Complex software systems are typically built from multiple functional modules, which serve as both structural units for implementing specific functionalities and the actual granularity for third-party library (TPL) reuse. Consequently, recovering high-quality modular structures from binaries becomes essential for advancing program comprehension and TPL reuse detection. However, this valuable modular structure is lost during compilation, making it unavailable for direct extraction from binaries. While existing community detection-based binary modularization methods can extract modules, they suffer from poor scalability when processing large binaries and produce inconsistently sized modules across binaries of varying scales. To address these limitations, we propose Modubin, an efficient binary modularization approach based on the locality of homologous functions.
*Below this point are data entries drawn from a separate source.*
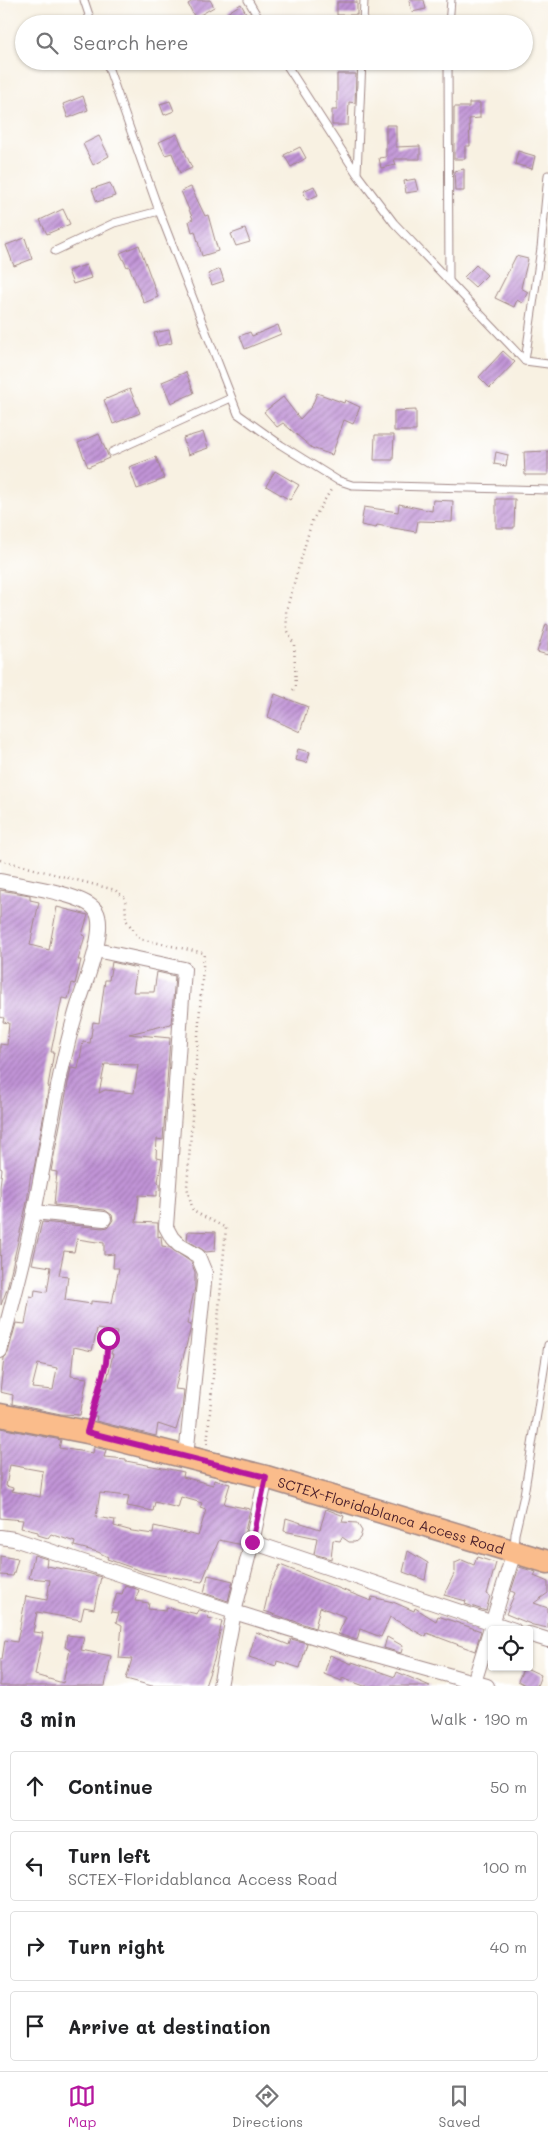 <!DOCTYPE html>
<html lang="en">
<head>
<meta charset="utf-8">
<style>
  :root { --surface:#fff; --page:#f6f6f6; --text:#202124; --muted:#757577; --line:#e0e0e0; --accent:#b5179e }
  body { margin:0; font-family:Mali,sans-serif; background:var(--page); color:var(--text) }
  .controls { position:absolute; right:15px; bottom:15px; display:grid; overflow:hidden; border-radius:5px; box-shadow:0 1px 4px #0004 }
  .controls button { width:45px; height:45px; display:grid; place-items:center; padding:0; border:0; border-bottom:1px solid var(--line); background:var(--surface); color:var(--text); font:25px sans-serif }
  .stop { position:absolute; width:15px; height:15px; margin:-11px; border:4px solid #b5179e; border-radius:50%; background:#fff }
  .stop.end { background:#b5179e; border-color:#fff; box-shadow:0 1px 5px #0008 }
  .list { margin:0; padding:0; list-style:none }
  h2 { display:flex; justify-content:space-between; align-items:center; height:65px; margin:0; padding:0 20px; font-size:21px }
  h2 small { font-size:16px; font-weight:400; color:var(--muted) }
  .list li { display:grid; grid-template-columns:32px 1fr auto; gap:15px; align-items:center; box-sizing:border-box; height:70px; margin:0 10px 10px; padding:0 10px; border:1px solid var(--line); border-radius:5px }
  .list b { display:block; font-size:19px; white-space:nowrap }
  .list p { margin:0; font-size:16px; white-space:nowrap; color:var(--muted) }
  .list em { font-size:16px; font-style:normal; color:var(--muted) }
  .icon { flex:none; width:28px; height:28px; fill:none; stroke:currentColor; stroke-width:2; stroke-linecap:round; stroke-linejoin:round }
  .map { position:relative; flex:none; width:548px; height:1686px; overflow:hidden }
  .search { position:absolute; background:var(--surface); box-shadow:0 1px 4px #0004; left:15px; right:15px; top:15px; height:55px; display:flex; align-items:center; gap:12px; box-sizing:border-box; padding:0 18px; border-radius:28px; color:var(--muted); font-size:19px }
  .sheet { height:385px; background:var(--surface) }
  nav { display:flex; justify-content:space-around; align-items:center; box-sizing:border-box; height:70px; border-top:1px solid var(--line); background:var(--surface); font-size:14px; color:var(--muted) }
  nav a { display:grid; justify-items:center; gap:2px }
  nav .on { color:var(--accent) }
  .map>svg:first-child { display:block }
  .building { fill:url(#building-hatch); fill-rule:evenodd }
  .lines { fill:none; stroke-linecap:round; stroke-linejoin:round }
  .lane-casing { stroke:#a18886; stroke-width:9 }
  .street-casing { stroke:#a18886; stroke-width:16 }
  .primary-casing { stroke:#a18886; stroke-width:25 }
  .path { stroke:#a18886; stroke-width:2.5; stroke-dasharray:1 4; stroke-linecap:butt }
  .lane { stroke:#fff; stroke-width:7 }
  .street { stroke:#fff; stroke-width:14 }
  .primary { stroke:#fabc8b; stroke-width:22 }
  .route { stroke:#b5179e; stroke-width:6 }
  .labels { text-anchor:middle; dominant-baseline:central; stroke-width:4; stroke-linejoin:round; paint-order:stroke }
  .street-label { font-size:14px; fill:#4a1f2b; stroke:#fff }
</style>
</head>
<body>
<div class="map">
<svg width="548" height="1686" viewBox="0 0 548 1686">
  <defs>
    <pattern id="building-hatch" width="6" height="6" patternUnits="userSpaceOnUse" patternTransform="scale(1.25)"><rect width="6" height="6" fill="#c194d7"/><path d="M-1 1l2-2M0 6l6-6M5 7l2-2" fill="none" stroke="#9f78af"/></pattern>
  </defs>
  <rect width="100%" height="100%" fill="#fff"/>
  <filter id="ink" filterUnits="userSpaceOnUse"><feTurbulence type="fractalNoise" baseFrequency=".02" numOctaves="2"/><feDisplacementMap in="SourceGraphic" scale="10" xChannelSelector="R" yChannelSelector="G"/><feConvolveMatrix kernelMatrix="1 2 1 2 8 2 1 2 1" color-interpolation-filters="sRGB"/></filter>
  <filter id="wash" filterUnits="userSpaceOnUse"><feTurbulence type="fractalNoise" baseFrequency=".0096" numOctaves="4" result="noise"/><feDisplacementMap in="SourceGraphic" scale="20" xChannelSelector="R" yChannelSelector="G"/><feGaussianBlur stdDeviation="1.12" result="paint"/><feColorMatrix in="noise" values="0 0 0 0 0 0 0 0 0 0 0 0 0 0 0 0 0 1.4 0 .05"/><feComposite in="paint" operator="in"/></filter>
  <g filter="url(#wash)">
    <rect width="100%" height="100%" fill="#f8f1e2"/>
    <g id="blocks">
      <g class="building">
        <path d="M194 0H210L214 7 195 18 188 4Z"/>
        <path d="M409 0H424L426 9 412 12Z"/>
        <rect x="337" y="2" width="20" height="13"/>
        <path d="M241 4 247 15 234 24 227 13Z"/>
        <path d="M337 74H356L355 103 349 102 348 125H332V110H337Z"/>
        <path d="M83 96 88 110 68 118 63 104Z"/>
        <path d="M170 101 174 111 164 115 160 104Z"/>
        <path d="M469 103H480V118L469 119 470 146H465V159H454V107H469Z"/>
        <path d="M386 125H396V147L420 146V159H394L396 165 381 168 379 158 386 157Z"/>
        <path d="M177 134 192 168 180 173 172 153 165 155 159 142Z"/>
        <path d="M99 136 109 156 93 165 83 144Z"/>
        <path d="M300 147 306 158 291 167 284 155Z"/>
        <path d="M518 151 535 156 532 169 515 164Z"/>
        <path d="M464 169V191H455L454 171Z"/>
        <path d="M415 179 418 191 406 193 404 181Z"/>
        <path d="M110 183 115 196 97 202 92 189Z"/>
        <path d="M314 186 318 195 307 200 303 191Z"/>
        <path d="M191 187 205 216 208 215 218 251 202 256 195 231 192 232 189 221 193 219 181 191Z"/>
        <path d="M63 209 70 224 47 234 40 220Z"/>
        <path d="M245 229 250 242 236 246 231 234Z"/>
        <path d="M25 238 32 259 14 266 6 245Z"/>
        <path d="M139 245 158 297 144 303 129 266 127 267 120 253Z"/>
        <path d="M516 256 528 259 521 288 528 292 522 303 517 300 514 307 495 298Z"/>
        <path d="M86 265 91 278 73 284 68 271Z"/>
        <path d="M476 265 487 275 475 287 464 277Z"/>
        <path d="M220 269 224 281 212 285 208 274Z"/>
        <path d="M278 325 281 334 245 349 240 336 250 332 252 336Z"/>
        <path d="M169 330 172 343 158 346 154 333Z"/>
        <path d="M503 351 515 362 490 388 479 377Z"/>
        <path d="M186 372 194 393 171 403 162 382Z"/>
        <path d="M130 389 140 413 113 424 104 400Z"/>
        <path d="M317 393 344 403 345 400 360 407 353 424 344 420 332 455 312 448 283 423 277 427 264 412 283 397 300 419 312 406Z"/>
        <path d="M416 410V431H394V411Z"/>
        <path d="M203 432 208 448 188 455 183 438Z"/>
        <path d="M99 434 109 458 88 467 78 443Z"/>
        <path d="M375 435H394L393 460H374Z"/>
        <path d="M548 451V475H525L524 452Z"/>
        <path d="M496 452 508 455 506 466 494 464Z"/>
        <path d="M156 457 164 479 137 489 129 467Z"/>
        <path d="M275 471 299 485 290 500 266 486Z"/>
        <path d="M496 499H515L514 528H496Z"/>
        <path d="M433 500 453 501 452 522 418 521 416 532 377 525 376 528 361 525 364 507 398 512 399 504 432 511Z"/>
        <path d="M546 624 548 625V655L537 652Z"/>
        <path d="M275 694 308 707 300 732 268 717Z"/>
        <path d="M298 749 310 752 307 763 295 760Z"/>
        <path d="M0 890 30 895V900L39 902 30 945 49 950 57 907 88 915 82 935 85 936 78 960H81L75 984 72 983 68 999 62 998 51 1052H54L48 1086H49L33 1174 31 1173 27 1202 7 1289 1 1305 0 1187 2 1169 0 1168V1044L7 1045 9 1023 3 1022 4 1018 0 1017Z"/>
        <path d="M112 962 137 968 133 992H154L157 972 175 976 171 1024 129 1034 170 1038 163 1140 157 1139 156 1158 162 1159 158 1182 160 1184V1190L157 1191V1196L139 1195 136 1222 158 1223V1237L161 1236 162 1246 169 1247 191 1262 195 1272V1287L187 1324 191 1325 190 1331 175 1389 184 1390 182 1410 176 1430 158 1424 156 1436 96 1421 97 1416H92L103 1380H107L113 1354H111L117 1332 97 1329 92 1351 74 1347 71 1376 87 1378 80 1415 61 1414 12 1404 13 1395 0 1392 4 1358 8 1353 16 1323 25 1324 30 1296 34 1297 35 1290 47 1292 51 1267 32 1264 42 1222 103 1228 108 1227 113 1220 112 1215 105 1210 54 1205 57 1172 51 1171 71 1068 78 1069 83 1042 90 1043 93 1022 99 1023 105 980H109ZM105 1064 138 1065 134 1093 105 1090 99 1093ZM77 1239 104 1243V1255L114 1254 113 1268H119L112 1303 91 1301V1304L65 1300 68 1276 59 1275 64 1251 74 1252ZM38 1364 57 1368 53 1390 32 1388Z"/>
        <path d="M188 1231 216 1232 215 1251 206 1252 187 1240Z"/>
        <path d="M0 1428 61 1440 59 1448 93 1453 94 1447 106 1450 104 1457 126 1459V1461L184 1472 183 1477 213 1485 214 1480 230 1484 224 1504 250 1509 242 1545 219 1540 202 1582 144 1572 107 1559 108 1557 98 1552 74 1546 75 1542 51 1534 48 1538 38 1535V1532L21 1528 23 1520 0 1518ZM10 1465 43 1471 40 1497 12 1491 13 1488 6 1486ZM100 1493 129 1496 127 1506 153 1511 155 1502 178 1508 181 1497 202 1503 200 1508 206 1510 198 1536 154 1526 153 1534 132 1531 114 1526 115 1520 96 1517Z"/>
        <path d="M326 1509 344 1516 342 1522 357 1523 362 1531 360 1538 355 1542H349L342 1537 340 1541 333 1540 331 1559 314 1554 317 1538 284 1531 286 1518 320 1529Z"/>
        <path d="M408 1551 428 1563 425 1580 403 1572Z"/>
        <path d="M34 1555 47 1559 46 1566 87 1573 101 1577 94 1609 84 1607 81 1620 37 1612 33 1632 43 1633 35 1675 63 1683 70 1650 65 1647 67 1635 84 1637 81 1650 111 1656 105 1686H0V1659H2L5 1640 17 1642 26 1596 47 1600 50 1580 29 1578Z"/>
        <path d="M0 1556 18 1559 13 1576 0 1575Z"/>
        <path d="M477 1557 496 1563 487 1594 490 1596 486 1611 465 1604 466 1601 444 1595 455 1572V1563L462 1560 474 1565Z"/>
        <path d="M280 1565 371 1601 372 1597 393 1602 414 1611 415 1608 436 1621 438 1616 481 1631 475 1651 427 1633 426 1637 390 1617 381 1637 360 1629 357 1640 338 1634 346 1617 320 1607 315 1628 264 1611 270 1585Z"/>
        <path d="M519 1567 536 1572 534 1576 548 1582V1593L534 1603 548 1608V1628L533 1625 506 1614 515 1593 511 1591Z"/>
        <path d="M208 1575 233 1581 228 1601 204 1593Z"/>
        <path d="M125 1585 139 1590 135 1601 149 1603 148 1609 166 1611 167 1607 197 1614 198 1610H200L209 1613 208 1618 222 1621 214 1660 205 1686H152L126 1679 132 1659 119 1658 122 1625 116 1622 119 1613 111 1612 117 1593 122 1594Z"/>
        <path d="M256 1632 289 1645 291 1639 307 1643 300 1668 277 1661 276 1666 249 1657Z"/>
        <path d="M387 1637 403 1646 401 1653 384 1648Z"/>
        <path d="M330 1655 352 1664V1662L395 1677 397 1672 430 1686H364L342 1678V1681L324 1674Z"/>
        <path d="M524 1667 541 1675 537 1686H527L518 1681Z"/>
      </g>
    </g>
  </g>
  <g filter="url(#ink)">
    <use href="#blocks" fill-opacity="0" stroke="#a18886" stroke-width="1"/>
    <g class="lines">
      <defs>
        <g id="lane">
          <path d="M84 0 92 24"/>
          <path d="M248 0 262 24"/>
          <path d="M363 24 364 0"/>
          <path d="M449 24 451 0"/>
          <path d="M106 61 159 211 238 414 281 445 337 480 352 485 548 490"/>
          <path d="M284 61 357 174 394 223 525 361 548 364"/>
          <path d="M448 61 449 281"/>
          <path d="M357 173 362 61"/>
          <path d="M55 251 114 223 159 211"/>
          <path d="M525 361 541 248 548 175"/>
          <path d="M112 452 231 398"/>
          <path d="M514 1549 515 1534 524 1495 548 1345"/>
        </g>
        <g id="street">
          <path d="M0 881C20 885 86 894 96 911 107 929 86 980 80 999 57 1072 48 1147 32 1222 23 1265 11 1308 0 1351"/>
          <path d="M96 950 184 969 166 1227 172 1238 179 1245 198 1256 205 1273 186 1456"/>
          <path d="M34 1212 104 1219"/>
          <path d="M0 1537 14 1539 234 1612 348 1647 487 1686"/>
          <path d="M252 1542 514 1630"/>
          <path d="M529 1634 548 1640"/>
          <path d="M220 1686 234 1612 252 1542 266 1477"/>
          <path d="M473 1686 514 1552"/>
        </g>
        <g id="primary">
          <path id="s1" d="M0 1415 87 1432 266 1477 548 1562"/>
        </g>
      </defs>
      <use href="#lane" class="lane-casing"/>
      <use href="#street" class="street-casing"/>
      <use href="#primary" class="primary-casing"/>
      <g class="path">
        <path d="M293 690 296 686 294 645 287 629 286 611 312 521 332 488"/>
        <path d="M0 860 115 890 125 898 126 920 140 939 204 953 187 1187 193 1211 226 1228 207 1446"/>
        <path d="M92 1416 106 1363 108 1338 116 1337"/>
      </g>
      <use href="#lane" class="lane"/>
      <use href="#street" class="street"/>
      <use href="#primary" class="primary"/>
    </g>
  </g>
  <g class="lines" filter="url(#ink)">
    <path class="route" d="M108 1338 106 1363 87 1432 266 1477 252 1542"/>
  </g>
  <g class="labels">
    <g class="street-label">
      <text stroke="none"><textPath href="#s1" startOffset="404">SCTEX-Floridablanca Access Road</textPath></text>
    </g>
  </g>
</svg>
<div class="controls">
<button><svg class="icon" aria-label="locate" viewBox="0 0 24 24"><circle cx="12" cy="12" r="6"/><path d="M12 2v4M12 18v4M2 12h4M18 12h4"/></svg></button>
</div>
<div class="stop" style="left:108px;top:1338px"></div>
<div class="stop end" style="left:252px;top:1542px"></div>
<div class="search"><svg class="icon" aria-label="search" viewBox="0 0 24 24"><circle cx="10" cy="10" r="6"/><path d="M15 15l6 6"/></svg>Search here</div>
</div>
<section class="sheet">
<h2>3 min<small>Walk · 190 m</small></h2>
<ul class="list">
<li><svg class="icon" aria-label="ahead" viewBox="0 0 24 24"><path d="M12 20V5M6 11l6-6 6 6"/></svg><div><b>Continue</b></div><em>50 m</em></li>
<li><svg class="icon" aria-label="left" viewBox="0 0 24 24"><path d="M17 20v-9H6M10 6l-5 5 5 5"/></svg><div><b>Turn left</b><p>SCTEX-Floridablanca Access Road</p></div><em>100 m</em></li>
<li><svg class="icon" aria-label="right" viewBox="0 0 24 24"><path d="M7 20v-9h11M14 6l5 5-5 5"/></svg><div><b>Turn right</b></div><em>40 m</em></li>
<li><svg class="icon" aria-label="arrive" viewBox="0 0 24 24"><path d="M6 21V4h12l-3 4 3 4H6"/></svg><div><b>Arrive at destination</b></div></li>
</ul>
</section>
<nav>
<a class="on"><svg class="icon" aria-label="map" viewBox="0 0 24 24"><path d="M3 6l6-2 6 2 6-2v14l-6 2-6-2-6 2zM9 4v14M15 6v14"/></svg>Map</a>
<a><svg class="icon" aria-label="directions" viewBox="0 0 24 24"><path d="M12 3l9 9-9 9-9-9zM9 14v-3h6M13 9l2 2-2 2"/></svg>Directions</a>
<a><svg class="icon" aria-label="saved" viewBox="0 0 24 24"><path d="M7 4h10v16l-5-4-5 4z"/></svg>Saved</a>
</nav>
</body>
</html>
Our method leverages their call cohesion through a three-phase pipeline: Local Aggregation segments function intervals based on address ordering and locally aggregates homologous functions into function clusters; Module Growth progressively merges adjacent fragmented edges into stable module backbones to form initial module prototypes; Module Merging refines the results based on inter-module call coupling strength to produce final modules. Experimental results demonstrate that Modubin achieves remarkable efficiency improvements, reducing average processing time by 96.9% to just 5.18 seconds per binary while exhibiting near O(n) time complexity. Meanwhile, it improves modularization quality by 6.89% across six evaluation metrics and shows stronger stability in practical TPL reuse detection scenarios.